Society Islands tropical moist forests | |
---|---|
Ecology | |
Realm | Oceanian |
Biome | tropical and subtropical moist broadleaf forests |
Geography | |
Area | 1,205 km2 (465 sq mi) |
Country | French Polynesia |
Administrative subdivisions | |
Conservation | |
Conservation status | Critical/endangered[1] |
Protected | 41 km² (3%)[2] |
The Society Islands is a group of 14 islands, including nine high dormant volcanoes and five low coral atolls. They extend from 16º to 18º S latitude and from 148º to 154º W longitude. The islands comprise two groups, the Windward Islands (French: Îles du Vent) to the east and the Leeward Islands (French: Îles Sous-le-vent) to the west.[citation needed]

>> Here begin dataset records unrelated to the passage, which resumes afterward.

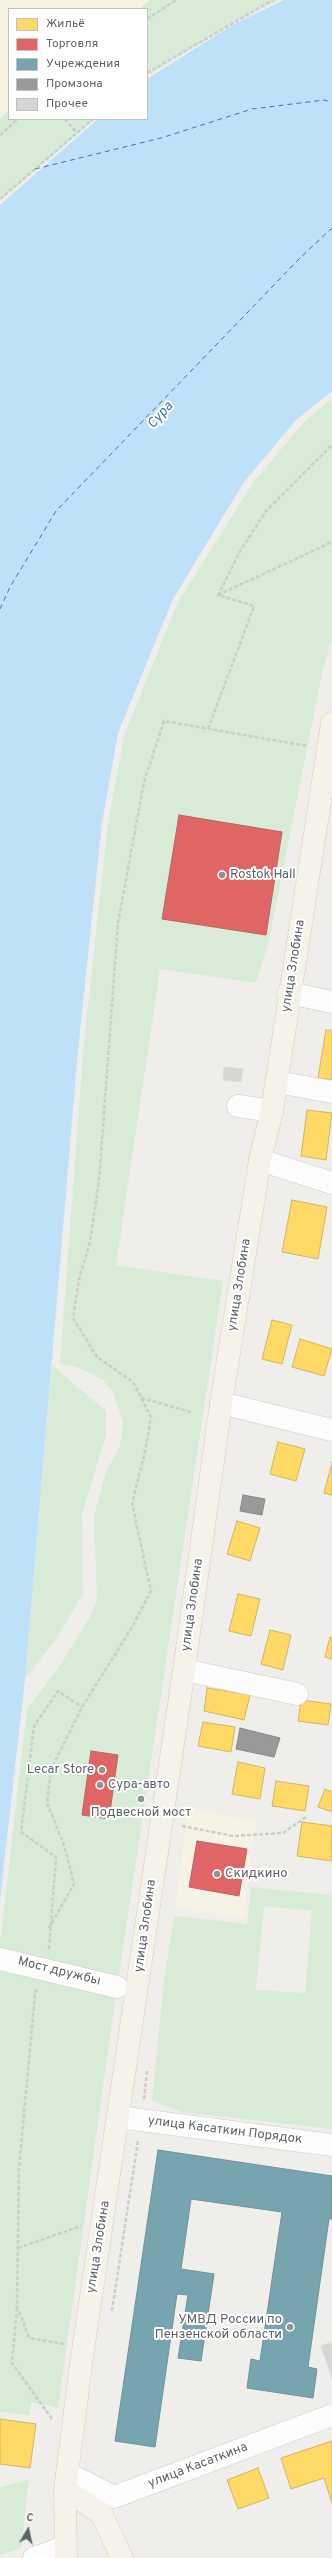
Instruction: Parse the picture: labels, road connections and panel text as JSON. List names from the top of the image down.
{
  "streets": {
    "main road": ["улица Злобина"],
    "street": ["Мост дружбы", "улица Касаткин Порядок", "улица Касаткина"]
  },
  "crossings": [
    ["улица Злобина", "улица Касаткин Порядок"],
    ["улица Злобина", "улица Касаткина"]
  ],
  "water": ["Сура"],
  "places": [
    "Rostok Hall",
    "Lecar Store",
    "Сура-авто",
    "Подвесной мост",
    "Скидкино",
    "УМВД России по Пензенской области"
  ],
  "legend": [
    "Жильё",
    "Торговля",
    "Учреждения",
    "Промзона",
    "Прочее"
  ],
  "north": "top"
}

Tahiti in the Windward group is the largest of the Society Islands, with an area of 1,042 km2. The highest elevation in the islands (2,241 m) is also on Tahiti.[citation needed]
The islands were formed as the Pacific Plate moved slowly west-northwest over a volcanic hotspot. The islands increase in age from east to west. Mehetia at the eastern end of the chain is the youngest at less than 1 million years old, while Moorea is 1.5 million to 2 million years old. The western Leeward islands are at least 4.5 million years old, and have eroded and subsided to leave low coral atolls. The high islands' soils are mostly derived from basalt. Coralline limestone soils occur in coastal areas where ancient reefs were uplifted by geologic processes, and atoll soils are mostly of coral sand.[1]
The climate is humid and tropical. Average annual rainfall ranges from 1,700 mm near sea level to 8,000 mm or greater on windward mountain slopes. The summer months of December through February are the rainiest months, while March through November are typically cooler and drier. Easterly trade winds are consistent through much the year, and the eastern or windward sides of islands generally receive more rainfall. Mean annual temperature is 26º C.[1]
The natural vegetation is principally tropical rain forest, and includes lowland rain forests, montane rain forests, and cloud forests.
Lowland rain forest was once the most widespread forest type, but has been cleared from most of the coastal lowlands and is now found in valleys and on lower mountain slopes. Typical tree species include Inocarpus fagifer, Cananga odorata, Rhus taitensis, Pisonia umbellifera, Macaranga sp., Glochidion sp., Hibiscus tiliaceus, Tarenna sambucina, and the introduced Aleurites moluccana, along with the bamboo Schizostachyum glaucifolium.[1]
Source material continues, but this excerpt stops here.